◆ **Exercise description**: Repeat each entry below exactly.

-------- Stored data --------

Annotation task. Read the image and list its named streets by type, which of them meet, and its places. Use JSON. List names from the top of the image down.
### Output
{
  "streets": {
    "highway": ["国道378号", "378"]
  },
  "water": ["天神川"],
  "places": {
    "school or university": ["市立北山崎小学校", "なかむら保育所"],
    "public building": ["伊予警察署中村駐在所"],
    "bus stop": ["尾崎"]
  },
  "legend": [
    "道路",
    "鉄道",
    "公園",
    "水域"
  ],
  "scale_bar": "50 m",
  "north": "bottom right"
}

--------

◆ **Exercise result**:
Annotation task. Read the image and list its named streets by type, which of them meet, and its places. Use JSON. List names from the top of the image down.
### Output
{
  "streets": {
    "highway": ["国道378号", "378"]
  },
  "water": ["天神川"],
  "places": {
    "school or university": ["市立北山崎小学校", "なかむら保育所"],
    "public building": ["伊予警察署中村駐在所"],
    "bus stop": ["尾崎"]
  },
  "legend": [
    "道路",
    "鉄道",
    "公園",
    "水域"
  ],
  "scale_bar": "50 m",
  "north": "bottom right"
}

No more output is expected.